Leading First Amendment scholars convened to discuss campus speech and how educators and administration can balance the tension between free speech protections and student protest at the National First Amendment Summit in Philadelphia on Tuesday.
The event, co-hosted by the National Constitution Center, NYU’s First Amendment Watch and the Foundation for Individual Rights and Expression (FIRE), addressed the increasing threats to freedom of expression and academic freedom on campus.
Moderator Jeffrey Rosen, president and CEO of the National Constitution Center, was joined on stage by Mary Anne Franks, author and professor at George Washington University Law School; Alex Morey, vice president of campus advocacy at FIRE; and Keith Whittington, author and professor at Yale Law School. The panel discussion focused on campus speech rights and where university administrators can draw the line, if at all, between protecting freedom of speech and guaranteeing a safe learning environment.
Since the beginning of the Israel-Hamas war, colleges and universities across the country have been embroiled in conflict, with demonstrations from pro-Palestinian and pro-Israeli groups bringing campus tensions to new heights. Some school leaders have been accused of failing to adequately protect their students from bigotry, highlighting conflicts between free speech principles and university codes of conduct.
The explosive and tumultuous campus environments brought top campus officials and other educational administrators across the country under scrutiny, with Congress’ House Education and Workforce subcommittee holding a series of hearings on antisemitism.
Rosen asked the panelists a similar question that was asked of university officials at these hearings: “Can and should calls for the genocide of Jews on campus be protected by the First Amendment or not?”
Whittington said that “we have to be very cautious” in thinking that “universities ought to be patrolling their campus community for people who might be engaging in some kind of genocidal rhetoric,” arguing that “we don’t generally really want to invite government officials or campus officials to be investigating exactly what kind of political rhetoric people were using at political rallies.”
Morey said the Israel-Hamas war is the focus of many campus discussions and that “universities are failing in marshaling their resources to ensure that that can happen in a really robust way.”
“Instead, they’re playing controversy ‘whack-a-mole’ and trying to drag people off campuses who are not fitting the orthodoxy or what the legislator wants or what the donor wants,” she said. “Instead, we need them to do their job, and especially on public campuses, protect First Amendment freedoms.”
Franks, on the other hand, said the questions of whether certain speech should be supported, promoted, allowed or controlled are “much harder questions than the First Amendment is able to answer.”
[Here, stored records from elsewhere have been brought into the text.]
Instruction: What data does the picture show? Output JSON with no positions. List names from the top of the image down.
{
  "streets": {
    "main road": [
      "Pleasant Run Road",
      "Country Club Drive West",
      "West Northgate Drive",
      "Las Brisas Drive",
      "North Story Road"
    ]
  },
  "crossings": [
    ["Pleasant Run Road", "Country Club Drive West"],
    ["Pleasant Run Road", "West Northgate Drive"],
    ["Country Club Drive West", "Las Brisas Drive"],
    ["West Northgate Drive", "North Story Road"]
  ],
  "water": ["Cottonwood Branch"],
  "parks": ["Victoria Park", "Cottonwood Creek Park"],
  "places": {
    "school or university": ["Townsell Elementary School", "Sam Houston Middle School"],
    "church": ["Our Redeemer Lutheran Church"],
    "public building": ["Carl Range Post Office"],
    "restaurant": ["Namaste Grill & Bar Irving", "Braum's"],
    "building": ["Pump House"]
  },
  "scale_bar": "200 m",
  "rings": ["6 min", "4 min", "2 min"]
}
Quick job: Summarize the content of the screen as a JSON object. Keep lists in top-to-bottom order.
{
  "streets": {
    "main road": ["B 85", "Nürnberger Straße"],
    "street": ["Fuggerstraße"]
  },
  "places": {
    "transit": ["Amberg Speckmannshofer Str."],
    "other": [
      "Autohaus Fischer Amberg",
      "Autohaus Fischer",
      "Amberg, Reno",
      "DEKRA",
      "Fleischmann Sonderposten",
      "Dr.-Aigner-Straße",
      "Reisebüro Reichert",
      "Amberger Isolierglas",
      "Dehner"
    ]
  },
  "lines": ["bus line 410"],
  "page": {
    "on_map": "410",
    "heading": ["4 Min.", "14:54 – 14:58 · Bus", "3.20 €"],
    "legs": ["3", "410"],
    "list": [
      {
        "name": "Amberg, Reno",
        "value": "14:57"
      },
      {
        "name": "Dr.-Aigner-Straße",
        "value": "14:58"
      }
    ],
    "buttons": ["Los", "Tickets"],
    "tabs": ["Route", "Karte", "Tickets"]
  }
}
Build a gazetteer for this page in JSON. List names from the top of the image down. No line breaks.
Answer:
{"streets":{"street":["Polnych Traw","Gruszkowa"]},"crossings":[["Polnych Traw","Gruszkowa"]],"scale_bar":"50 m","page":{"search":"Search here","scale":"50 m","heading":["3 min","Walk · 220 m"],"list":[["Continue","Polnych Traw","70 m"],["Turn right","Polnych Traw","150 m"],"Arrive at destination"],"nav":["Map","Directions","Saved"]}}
“Part of what we have to get beyond is thinking that the First Amendment provides those answers, and that it’s the best possible way to figure out free speech and these hard conflicts within a community,” she said. “The thing that is really incredibly upsetting about the whole debacle of the congressional hearings, is the congressional hearings themselves. The First Amendment’s only job, really, is to say that the government cannot intervene against speech simply because it doesn’t like it. What were those members of Congress doing, except exactly that?”